Otudeko becomes Zain Nigeria chairman

Broad
Communications and Zain Nigeria have settled their differences,
culminating in Oba Otudeko emerging as Zain Nigeria chairman.

Mr. Otudeko,
current chairman of Broad Communications, First Bank, and a host of
other companies became chairman on the day Bharti Airtel, an Indian
company, became the new owners of Zain Africa. A statement issued by
Bharti Airtel, and signed by Sunil Bharti Mittal, the chief executive
officer of Bharti Airtel said, “In line with Bharti’s philosophy of
forging long term, strategic partnerships we are pleased to have joined
hands with our local partner in Nigeria, Oba Otudeko and his family. I
have no doubt that this partnership will ensure leadership for Bharti
in Nigeria for the benefit of all stakeholders.”

Denouement of a saga

This perhaps is the
denouement of a long saga that began years ago. Early this year, NEXT
reported in its 28 February edition, that Broad Communications had
accused the company majority shareholders, Zain Group, Kuwait, of
mismanagement, fraud, and capital flight to the tune of N16.6 billion.
Broad further accused Zain Kuwait of not paying its shareholders
dividend since the Kuwait group started managing the firm.

Further last week,
Broad again filed a suit against the directors of Zain Nigeria over the
five year lease of the company’s head office at Ikoyi for $27 million.
This latest twist is also a continuation of the mixed fortunes of the
telephone firm that started trading as ECONET Wireless in 2001 and also
the first licensed by the Nigerian Communications Commission to operate
a Global System of Mobile communication (GSM). Over the years Zain
Nigeria has been widely known for its many name change from Econet
Wireless (2001), Vodacom Nigeria and V-mobile Nigeria (both in 2004),
Celtel Nigeria (2006) and to its current name Zain Nigeria (2008).

A new dawn?

Meanwhile some
telecommunication experts have expressed the hope that this latest
acquisition and appointment might be the beginning of a new dawn for
the company.

“Well, I want to
believe that what wrong with the Econet share deal has been resolved
before this sale was concluded,” said Deolu Ogunbanjo, president of the
National Association of Telecommunications Subscribers (NATCOMS). For
Kenneth Ugbechie, the secretary of Africa Telecoms Development
Initiative, the welfare of Nigerian staff remains paramount in this
transaction.

“As for Bharti
Airtel, my fear is that they should not send away the Nigerian
employees in the company,” he said. “We want subscribers to be involved
in the drafting of telecom policies because that way we can ensure that
Nigerians are protected.
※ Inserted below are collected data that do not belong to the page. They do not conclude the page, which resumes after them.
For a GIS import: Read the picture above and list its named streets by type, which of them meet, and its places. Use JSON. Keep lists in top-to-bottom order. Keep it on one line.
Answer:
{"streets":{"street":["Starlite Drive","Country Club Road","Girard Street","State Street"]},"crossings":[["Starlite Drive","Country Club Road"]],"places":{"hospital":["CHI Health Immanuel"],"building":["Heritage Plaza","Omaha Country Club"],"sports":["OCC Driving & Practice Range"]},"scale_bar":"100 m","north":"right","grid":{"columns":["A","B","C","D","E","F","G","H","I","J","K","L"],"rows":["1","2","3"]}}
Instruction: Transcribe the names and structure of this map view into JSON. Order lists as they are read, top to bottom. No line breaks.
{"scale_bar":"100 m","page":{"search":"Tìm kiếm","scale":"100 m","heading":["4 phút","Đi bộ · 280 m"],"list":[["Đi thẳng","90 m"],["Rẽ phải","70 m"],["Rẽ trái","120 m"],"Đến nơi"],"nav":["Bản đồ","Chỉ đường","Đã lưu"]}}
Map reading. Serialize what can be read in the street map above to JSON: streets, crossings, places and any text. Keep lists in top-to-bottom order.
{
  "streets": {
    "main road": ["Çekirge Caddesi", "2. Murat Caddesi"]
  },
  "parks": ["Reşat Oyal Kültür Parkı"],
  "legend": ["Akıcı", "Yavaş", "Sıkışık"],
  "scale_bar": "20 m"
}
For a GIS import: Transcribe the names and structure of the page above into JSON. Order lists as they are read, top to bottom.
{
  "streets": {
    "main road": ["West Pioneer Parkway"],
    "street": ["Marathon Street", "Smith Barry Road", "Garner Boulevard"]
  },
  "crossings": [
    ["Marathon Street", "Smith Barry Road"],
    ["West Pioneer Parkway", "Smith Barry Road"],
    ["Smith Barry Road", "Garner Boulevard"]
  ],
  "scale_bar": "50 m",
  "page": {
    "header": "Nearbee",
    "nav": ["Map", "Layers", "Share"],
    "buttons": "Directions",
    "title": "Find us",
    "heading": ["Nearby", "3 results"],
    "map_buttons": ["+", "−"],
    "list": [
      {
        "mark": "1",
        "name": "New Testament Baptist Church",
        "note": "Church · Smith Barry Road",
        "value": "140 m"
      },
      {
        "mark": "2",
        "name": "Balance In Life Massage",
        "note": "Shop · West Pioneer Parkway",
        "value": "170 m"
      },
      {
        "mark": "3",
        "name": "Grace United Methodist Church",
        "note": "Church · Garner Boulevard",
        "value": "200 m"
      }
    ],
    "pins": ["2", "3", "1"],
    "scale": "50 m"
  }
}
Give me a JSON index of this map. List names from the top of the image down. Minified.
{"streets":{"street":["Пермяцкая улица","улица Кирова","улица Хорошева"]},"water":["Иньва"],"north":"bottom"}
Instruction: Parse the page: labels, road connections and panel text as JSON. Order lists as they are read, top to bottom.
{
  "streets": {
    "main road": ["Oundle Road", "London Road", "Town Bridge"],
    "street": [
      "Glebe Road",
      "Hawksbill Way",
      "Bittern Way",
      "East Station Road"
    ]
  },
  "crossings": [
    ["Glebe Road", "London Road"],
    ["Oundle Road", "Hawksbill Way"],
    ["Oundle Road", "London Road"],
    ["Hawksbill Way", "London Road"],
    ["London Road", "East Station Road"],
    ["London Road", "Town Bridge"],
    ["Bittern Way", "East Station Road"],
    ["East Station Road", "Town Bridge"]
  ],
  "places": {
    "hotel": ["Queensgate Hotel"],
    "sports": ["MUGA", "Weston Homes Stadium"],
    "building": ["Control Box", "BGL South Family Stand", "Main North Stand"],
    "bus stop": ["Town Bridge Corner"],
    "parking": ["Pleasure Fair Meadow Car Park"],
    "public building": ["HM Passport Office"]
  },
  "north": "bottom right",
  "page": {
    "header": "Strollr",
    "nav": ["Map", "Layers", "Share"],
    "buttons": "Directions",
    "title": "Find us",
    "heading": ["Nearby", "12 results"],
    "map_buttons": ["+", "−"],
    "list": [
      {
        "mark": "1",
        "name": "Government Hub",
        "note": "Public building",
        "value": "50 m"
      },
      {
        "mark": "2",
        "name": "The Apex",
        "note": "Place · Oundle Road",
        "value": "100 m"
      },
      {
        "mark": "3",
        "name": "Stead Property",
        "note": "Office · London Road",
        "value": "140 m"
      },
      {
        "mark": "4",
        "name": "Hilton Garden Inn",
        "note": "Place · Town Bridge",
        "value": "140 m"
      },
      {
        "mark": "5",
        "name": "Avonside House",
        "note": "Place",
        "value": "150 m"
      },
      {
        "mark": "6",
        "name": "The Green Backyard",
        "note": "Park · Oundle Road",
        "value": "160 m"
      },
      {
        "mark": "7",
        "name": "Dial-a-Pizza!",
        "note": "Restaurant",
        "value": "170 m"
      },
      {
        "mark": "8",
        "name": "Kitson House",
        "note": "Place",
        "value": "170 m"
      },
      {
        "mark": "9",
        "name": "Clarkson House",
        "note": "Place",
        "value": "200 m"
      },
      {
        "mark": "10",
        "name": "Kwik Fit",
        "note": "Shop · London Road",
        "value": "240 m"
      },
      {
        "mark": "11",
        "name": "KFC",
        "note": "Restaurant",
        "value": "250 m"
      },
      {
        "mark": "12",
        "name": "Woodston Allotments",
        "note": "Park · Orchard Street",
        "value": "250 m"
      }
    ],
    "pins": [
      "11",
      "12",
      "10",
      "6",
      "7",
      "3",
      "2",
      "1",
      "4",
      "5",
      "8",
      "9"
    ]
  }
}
So, the government should look into the
Nigerian content concerning jobs, a certain percentage of Indians
should be allowed into company.”

Zain Nigeria in
2007 faced network congestion problem, and the Nigerian Communications
Commission (NCC) had to direct them to compensate the subscribers along
with other operators.

“If this deal
affects a name-change, then that possibly would portray instability in
business which would definitely affects subscribers confidence in their
network and they might lose five per cent to 10 per cent of their
subscribers,” said Mr Ogunbanjo.

Mr. Ugbechie,
however explained that problem with protecting Nigerian citizens was
based on the poor protective laws in the country.

“I hope, these Indians would behave well but one thing I know about
the Indians is that telecommunication service is cheap in their country
because the competition is very robust. I think this firm would bring
that competitiveness to Nigerians,” he said.